▸ **What you should do**
Identify each line below that contains the word "overflow", and copy it out.

▸ **Source material**
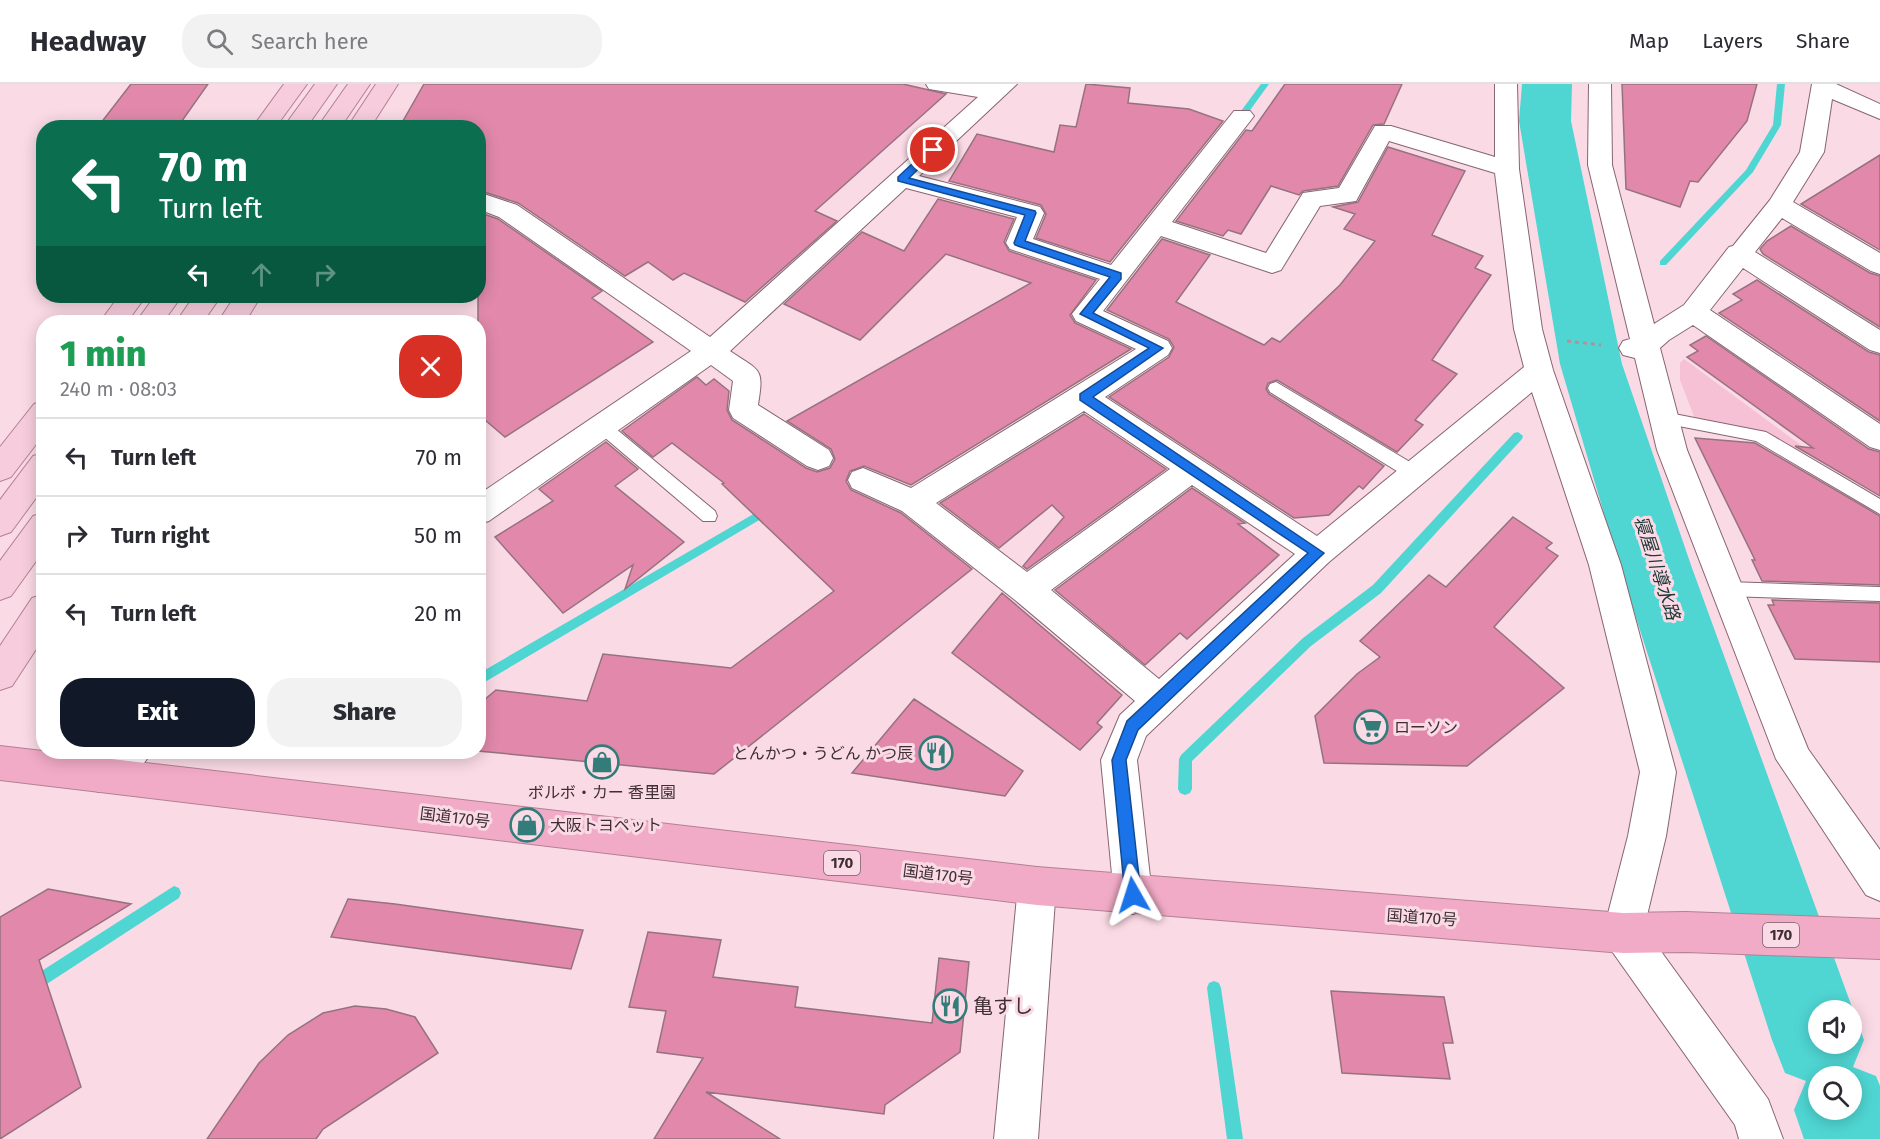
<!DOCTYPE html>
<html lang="en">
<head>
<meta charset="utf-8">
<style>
  body { margin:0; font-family:"Fira Sans","Noto Sans JP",sans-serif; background:#f2f2f3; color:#2b2b33; height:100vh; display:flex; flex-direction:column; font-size:22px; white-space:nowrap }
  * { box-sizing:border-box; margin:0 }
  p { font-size:20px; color:#7c7c81 }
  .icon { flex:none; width:33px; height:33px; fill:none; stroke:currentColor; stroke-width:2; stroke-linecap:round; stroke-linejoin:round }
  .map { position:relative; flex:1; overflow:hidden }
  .panel { position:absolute; left:36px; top:231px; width:450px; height:444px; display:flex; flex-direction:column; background:#fff; border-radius:24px; box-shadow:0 3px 15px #0003 }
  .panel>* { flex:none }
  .banner { position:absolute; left:36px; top:36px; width:450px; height:183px; border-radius:24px; box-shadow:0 3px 15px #0003; background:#0b6e4f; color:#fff; overflow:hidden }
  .buttons { position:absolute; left:1808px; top:916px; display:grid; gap:12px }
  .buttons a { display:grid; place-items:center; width:54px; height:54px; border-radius:50%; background:#fff; box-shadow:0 3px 15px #0003; font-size:30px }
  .pin { position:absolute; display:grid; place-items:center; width:51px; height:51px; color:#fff; margin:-26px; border:3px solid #fff; border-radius:50%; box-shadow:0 2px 6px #0007 }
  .me { position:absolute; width:66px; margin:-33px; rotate:354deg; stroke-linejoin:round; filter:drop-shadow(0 0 4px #0008) }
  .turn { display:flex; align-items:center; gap:21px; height:126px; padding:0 24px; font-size:27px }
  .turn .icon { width:78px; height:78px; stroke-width:2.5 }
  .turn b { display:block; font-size:42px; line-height:51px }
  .lanes { display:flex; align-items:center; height:57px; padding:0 24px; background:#0003; justify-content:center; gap:30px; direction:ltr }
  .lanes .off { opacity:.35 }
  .round { display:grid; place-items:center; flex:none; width:63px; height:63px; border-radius:24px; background:#f2f2f3 }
  .overview { display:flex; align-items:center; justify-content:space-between; height:102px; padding:0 24px }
  h1 { font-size:36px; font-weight:800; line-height:45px; color:#1e9e55 }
  .cta { display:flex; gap:12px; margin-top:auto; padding:12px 24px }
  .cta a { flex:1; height:69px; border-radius:24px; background:#111827; color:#fff; font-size:24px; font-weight:800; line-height:69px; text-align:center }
  .cta a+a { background:#f2f2f3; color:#2b2b33 }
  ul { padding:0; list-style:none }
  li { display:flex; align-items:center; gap:18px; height:78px; padding:0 24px; border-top:2px solid #e1e1e2 }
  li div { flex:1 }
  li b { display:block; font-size:22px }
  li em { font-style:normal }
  header { display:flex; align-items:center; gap:36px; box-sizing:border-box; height:84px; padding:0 30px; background:#fff; border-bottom:2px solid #e1e1e2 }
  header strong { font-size:28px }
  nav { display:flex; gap:33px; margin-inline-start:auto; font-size:21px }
  .search { width:420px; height:54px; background:#f2f2f3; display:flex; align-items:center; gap:15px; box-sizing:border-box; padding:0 21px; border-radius:24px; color:#7c7c81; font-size:22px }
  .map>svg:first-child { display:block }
</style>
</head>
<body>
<header>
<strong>Headway</strong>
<div class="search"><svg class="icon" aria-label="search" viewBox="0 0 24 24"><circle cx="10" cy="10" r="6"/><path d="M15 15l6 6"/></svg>Search here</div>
<nav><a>Map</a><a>Layers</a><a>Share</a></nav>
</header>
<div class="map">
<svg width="1880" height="1055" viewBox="0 0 1880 1055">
  <rect width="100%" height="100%" fill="#fadae5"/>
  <!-- green -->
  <path fill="#f6c1d4" d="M1684 275 1809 367 1806 370 1763 348 1695 335 1680 296V279Z"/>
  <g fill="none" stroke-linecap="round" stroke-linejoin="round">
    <!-- stream -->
    <path fill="#4fd6d3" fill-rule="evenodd" d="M1261 0H1269L1248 29H1242L1241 27Z
      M1777 0H1785L1781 41 1753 88 1666 181H1660V177L1746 86 1773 41Z
      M1518 348 1523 352 1522 355 1381 509 1311 562 1192 677V705L1190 709 1185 711 1180 709 1178 705 1179 675 1181 671 1303 554 1373 501 1514 349Z
      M769 421 773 422 775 425 773 428 478 602V590Z
      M174 802 179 804 181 809 179 814 36 907 31 909 26 907 24 902 26 897Z
      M1214 897 1219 899 1221 904 1243 1055H1227L1207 904 1209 899Z"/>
    <!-- river -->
    <path fill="#4fd6d3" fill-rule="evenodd" d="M1522 0H1572L1571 37 1622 280 1692 484 1864 956 1853 983 1876 992 1880 1002V1055H1804L1794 1026 1806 997 1785 989 1772 956 1620 484 1560 280 1519 37ZM1818 927H1851V960H1818ZM1818 993H1851V1026H1818Z"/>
  </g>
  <!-- building -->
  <path fill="#e289ab" stroke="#96727f" stroke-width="1.5" d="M131 0H208L177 44H97Z
    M424 0H903L946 10 815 127 837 137 745 218 684 189 673 196 648 178 625 192 518 119 478 106V44H399Z
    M1086 0 1130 4 1128 19 1189 25 1223 37 1110 178 1036 154 1046 130 1041 121 949 97 977 50 1054 68 1060 41 1076 43Z
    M1285 0H1402L1384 40 1373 41 1338 102 1303 107 1299 111 1271 102 1241 150 1228 146 1223 152 1176 137 1246 46 1252 47Z
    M1622 0H1757L1747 37 1698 98 1690 97 1680 123 1626 105Z
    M1388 63 1465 87 1432 151 1483 172 1475 184 1491 191 1432 276 1457 290 1415 336 1423 341 1397 368 1277 296 1268 299 1266 305 1269 310 1384 382 1363 405 1359 402 1329 431 1294 434 1109 313 1169 273 1174 263 1169 255 1107 226 1162 155 1210 171 1176 218 1264 261 1272 254 1280 258 1340 201 1375 157 1344 145 1355 130 1333 123 1358 118Z
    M1880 71V166L1801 120Z
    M938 115 1014 135 1004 158 1009 167 1096 196 1070 231 1075 239 1131 265 911 401 864 382 850 387 846 397 851 406 901 429 972 485 714 690 478 667V621L496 606 587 617 603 570 731 584 834 507 722 400 724 399 672 359 653 373 622 347 697 293 706 301 714 295 729 307 727 326 732 336 806 384 817 388 830 384 835 375 831 365 787 337 1031 199 946 170 860 256 784 220 862 148 904 167Z
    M478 128 498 135 602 207 592 214 653 258 505 353 478 330Z
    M1791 142 1870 189 1880 192V243L1763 170 1760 165 1767 157Z
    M1757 196 1869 268 1880 271V337L1719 229 1742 216 1733 210Z
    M1706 252 1869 365 1880 368V412L1795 362 1813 364 1687 273 1698 267 1690 261Z
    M1084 330 1166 385 1027 485 1023 482 1064 433 1052 421 999 464 940 419Z
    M1695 354 1755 359 1880 432V501L1762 497 1752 476H1755Z
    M606 358 638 385 615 402 684 458 625 505 633 481 563 529 495 453 553 417 539 405Z
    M1192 404 1245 439 1238 440 1279 471 1187 555 1180 549 1145 581 1055 506Z
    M1513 433 1552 459 1546 464 1558 472 1494 543 1564 604 1467 682 1324 679 1315 632 1357 590 1380 573 1360 557 1429 491 1446 503Z
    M1002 509 1122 611 1097 639 1102 643 1080 666 952 569Z
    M1772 516 1880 519V578L1795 575 1768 521H1774Z
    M914 615 1023 687 1005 712 852 689Z
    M48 805 131 820 39 876 81 1003 0 1055V833Z
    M348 815 395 820 583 846 571 885 331 853Z
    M648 848 721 856 713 893 798 903 795 923 932 939 939 874 969 878 960 968 885 1021 884 1030 706 1008 780 1055H654L703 974 657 968 666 927 629 923Z
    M1331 907 1444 913 1453 959H1443L1450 995 1342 989Z
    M355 922 386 925 415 933 438 969 323 1045 316 1055H207L259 979 288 951 323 929Z"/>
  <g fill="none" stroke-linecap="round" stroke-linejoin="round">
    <defs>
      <path id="lane" d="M1276 298 1420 384 1422 389 1420 394H1408L1270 308 1268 304 1270 300Z
        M1664 328 1766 348 1880 415V430L1756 357 1658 338 1656 334Z
        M603 337 609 339 715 427 717 432 715 437H703L597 347 595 343 597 339Z
        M1727 498 1880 503V517L1727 512 1721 510 1718 505 1721 500Z"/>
      <path id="street" d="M926 0H1017L919 92 1040 123 1044 129 1033 155 1111 181 1234 27H1250L1254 32 1172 138 1266 169 1303 109 1339 104 1375 42H1391L1495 73V0H1517L1519 85 1542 245 1553 286 1621 481 1676 688 1666 752 1644 844 1768 1015 1783 1055H1739L1735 1041 1609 863 1603 849 1628 752 1640 688 1589 481 1532 308 1329 478 1146 652 1137 676 1152 811 1147 825 1133 830 1119 825 1114 811 1101 676 1120 631 1135 617 1015 516 902 427 852 404 848 396 852 388 863 384 911 404 1136 265 1076 237 1072 230 1100 195 1010 165 1006 159 1017 133 906 104 730 267C761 288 764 283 758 321L829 366 833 374 829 382 818 386 807 382 733 334 729 326 733 297 711 281 489 437 478 440V411L691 267 499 133 478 125V108L517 121 710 253 978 13 929 5ZM1389 57 1495 89 1514 245 1524 283 1317 452 1105 313 1168 271 1172 264 1168 257 1103 227 1161 152 1272 189 1281 186 1320 122 1356 117ZM1084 327 1170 385 1027 488 936 419ZM1192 401 1295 470 1159 595 1051 506Z
        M1589 0H1611L1612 81 1654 240 1684 221 1729 163 1733 162 1770 116 1800 68 1812 0H1836L1880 20V35L1832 15 1824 68 1793 118 1880 169V190L1871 187 1782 134 1755 168 1880 246V269L1870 266 1743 184 1710 226 1880 340V366L1870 363 1693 241 1669 256 1660 264 1687 366 1808 665 1880 766V817L1866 811 1776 675 1657 366 1635 274 1623 271 1619 264 1623 257 1630 255 1588 81Z
        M104 668H151C142 687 119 700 99 708L86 703 81 691 86 679Z
        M1037 783 1051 789 1056 802 1038 1055H994L1018 802 1023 789Z"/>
      <path id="primary" d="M284 0H307L275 44H252Z
        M315 0H337L306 44H283Z
        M348 0H370L340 44H317Z
        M376 0H398L370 44H347Z
        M119 212H146L127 238H100Z
        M155 212H182L163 238H136Z
        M194 212H221L203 238H176Z
        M235 212H261L245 238H218Z
        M44 317V350L11 393 0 397V363L34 320Z
        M44 369V403L11 448 0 452V416L33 372Z
        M44 429V466L11 512 0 516V477L33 432Z
        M44 510V553L12 602 0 606V562L32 514Z"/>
      <path id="highway" d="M0 662 1037 783 1623 829 1686 828 1880 835V875L1686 868 1623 869 1037 821 0 696Z"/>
    </defs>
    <!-- lane casing -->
    <use href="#lane" stroke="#876571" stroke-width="2"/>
    <!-- street casing -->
    <use href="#street" stroke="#876571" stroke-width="2"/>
    <!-- primary casing -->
    <use href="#primary" stroke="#b38093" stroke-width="2"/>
    <!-- highway casing -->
    <use href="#highway" stroke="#b38093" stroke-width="2"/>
    <!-- path -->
    <path stroke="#ac939c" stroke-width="3" stroke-dasharray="4 4" stroke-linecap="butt" d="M1567 257 1601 261"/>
    <!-- lane -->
    <use href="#lane" fill="#fff" fill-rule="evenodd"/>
    <!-- street -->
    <use href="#street" fill="#fff" fill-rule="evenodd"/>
    <!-- primary -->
    <use href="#primary" fill="#f7cddd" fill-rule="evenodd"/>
    <!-- highway -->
    <use href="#highway" fill="#f2abc6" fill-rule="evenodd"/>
  </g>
  <!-- route -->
  <path fill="#1a73e8" stroke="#114b97" stroke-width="1.5" d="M929 64 938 66 909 94 1035 127 1036 129 1025 157 1121 189V195L1093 229 1163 264 1093 313 1324 469 1138 646 1126 676 1141 811 1138 817 1133 819 1127 817 1125 811 1112 676 1127 637 1308 469 1080 316V310L1149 264 1080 230 1110 193 1015 161 1014 159 1025 131 898 97V93Z"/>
  <!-- icons -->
  <defs>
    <symbol id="supermarket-ring" viewBox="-11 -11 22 22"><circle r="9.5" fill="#fadae5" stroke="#337c7a" stroke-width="1.5"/><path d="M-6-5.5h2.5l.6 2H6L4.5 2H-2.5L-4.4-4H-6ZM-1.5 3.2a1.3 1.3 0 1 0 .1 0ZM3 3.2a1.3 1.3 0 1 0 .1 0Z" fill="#337c7a"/></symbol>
    <symbol id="restaurant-ring" viewBox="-11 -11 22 22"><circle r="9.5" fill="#fadae5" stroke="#337c7a" stroke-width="1.5"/><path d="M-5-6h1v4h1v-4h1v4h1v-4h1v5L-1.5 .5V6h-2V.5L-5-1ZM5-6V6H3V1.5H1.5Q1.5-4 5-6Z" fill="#337c7a"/></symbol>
    <symbol id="shop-ring" viewBox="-11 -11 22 22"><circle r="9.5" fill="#fadae5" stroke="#337c7a" stroke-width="1.5"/><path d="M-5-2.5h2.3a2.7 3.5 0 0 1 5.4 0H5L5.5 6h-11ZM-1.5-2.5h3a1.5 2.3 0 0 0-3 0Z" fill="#337c7a"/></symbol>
  </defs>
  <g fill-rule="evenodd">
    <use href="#supermarket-ring" x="1352" y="624" width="38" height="38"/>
    <use href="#restaurant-ring" x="917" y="650" width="38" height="38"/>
    <use href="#shop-ring" x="583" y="659" width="38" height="38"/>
    <use href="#shop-ring" x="508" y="722" width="38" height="38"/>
    <use href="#restaurant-ring" x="931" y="903" width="38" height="38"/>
  </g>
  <g text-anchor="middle" stroke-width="6" stroke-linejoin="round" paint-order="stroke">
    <!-- shield labels -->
    <g fill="#fadae5" stroke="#77626a" stroke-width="1.5">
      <rect x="824" y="767" width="36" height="24" rx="4.5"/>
      <rect x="1763" y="839" width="36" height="24" rx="4.5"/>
    </g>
    <g font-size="15" font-weight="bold" fill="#3f2f35">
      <text x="842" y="784">170</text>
      <text x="1781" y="856">170</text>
    </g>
    <!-- poi labels -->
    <g font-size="16" fill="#3f2f35" stroke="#fadae5" text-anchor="start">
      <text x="1394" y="649">ローソン</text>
      <text x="913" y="675" text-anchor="end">とんかつ・うどん かつ辰</text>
      <text x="602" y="714" text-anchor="middle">ボルボ・カー 香里園</text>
      <text x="550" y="747">大阪トヨペット</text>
    </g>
    <!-- street labels -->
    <g font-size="16" fill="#3f2f35" stroke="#fadae5">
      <text transform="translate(455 733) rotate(7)" y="6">国道170号</text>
      <text transform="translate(938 790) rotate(7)" y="6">国道170号</text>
      <text transform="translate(1422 833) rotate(4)" y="6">国道170号</text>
    </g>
    <!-- water labels -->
    <g font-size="18" font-style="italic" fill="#213938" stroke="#fadae5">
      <text transform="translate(1657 484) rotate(72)" y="6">寝屋川導水路</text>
    </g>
    <!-- near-poi labels -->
    <g font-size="20" fill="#3f2f35" stroke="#fadae5" text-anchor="start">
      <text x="973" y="929">亀すし</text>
    </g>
  </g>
</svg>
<div class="buttons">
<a><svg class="icon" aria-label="sound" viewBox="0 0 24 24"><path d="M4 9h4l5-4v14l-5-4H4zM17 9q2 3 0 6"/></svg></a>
<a><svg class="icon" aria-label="search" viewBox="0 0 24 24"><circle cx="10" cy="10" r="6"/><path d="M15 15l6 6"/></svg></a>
</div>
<div class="pin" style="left:933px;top:66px;background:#d93025"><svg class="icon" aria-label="arrive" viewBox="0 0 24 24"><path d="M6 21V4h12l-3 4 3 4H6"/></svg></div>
<svg class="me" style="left:1133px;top:811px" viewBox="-20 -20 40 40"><path d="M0-17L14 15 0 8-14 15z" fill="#1a73e8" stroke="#fff" stroke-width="4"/></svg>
<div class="banner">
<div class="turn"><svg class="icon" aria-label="left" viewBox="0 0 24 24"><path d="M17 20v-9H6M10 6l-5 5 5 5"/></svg><div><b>70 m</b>Turn left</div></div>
<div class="lanes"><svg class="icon" aria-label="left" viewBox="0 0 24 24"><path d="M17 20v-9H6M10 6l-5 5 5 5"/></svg><svg class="icon off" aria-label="ahead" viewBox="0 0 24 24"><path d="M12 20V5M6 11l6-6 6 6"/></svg><svg class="icon off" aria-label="right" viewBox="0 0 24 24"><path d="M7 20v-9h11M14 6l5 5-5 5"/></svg></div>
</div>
<section class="panel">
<div class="overview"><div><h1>1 min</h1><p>240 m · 08:03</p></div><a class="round" style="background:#d93025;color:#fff"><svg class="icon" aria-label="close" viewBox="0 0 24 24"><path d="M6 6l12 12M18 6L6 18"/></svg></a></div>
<ul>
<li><svg class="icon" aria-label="left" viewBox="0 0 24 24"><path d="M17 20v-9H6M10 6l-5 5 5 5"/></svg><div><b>Turn left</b></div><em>70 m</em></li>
<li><svg class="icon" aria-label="right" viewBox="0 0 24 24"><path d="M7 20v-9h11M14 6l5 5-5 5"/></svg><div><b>Turn right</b></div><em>50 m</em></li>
<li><svg class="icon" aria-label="left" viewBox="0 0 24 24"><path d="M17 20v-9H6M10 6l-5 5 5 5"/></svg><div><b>Turn left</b></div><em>20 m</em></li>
</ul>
<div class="cta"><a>Exit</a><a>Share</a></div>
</section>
</div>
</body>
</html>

▸ **Expected answer**
  .map { position:relative; flex:1; overflow:hidden }
  .banner { position:absolute; left:36px; top:36px; width:450px; height:183px; border-radius:24px; box-shadow:0 3px 15px #0003; background:#0b6e4f; color:#fff; overflow:hidden }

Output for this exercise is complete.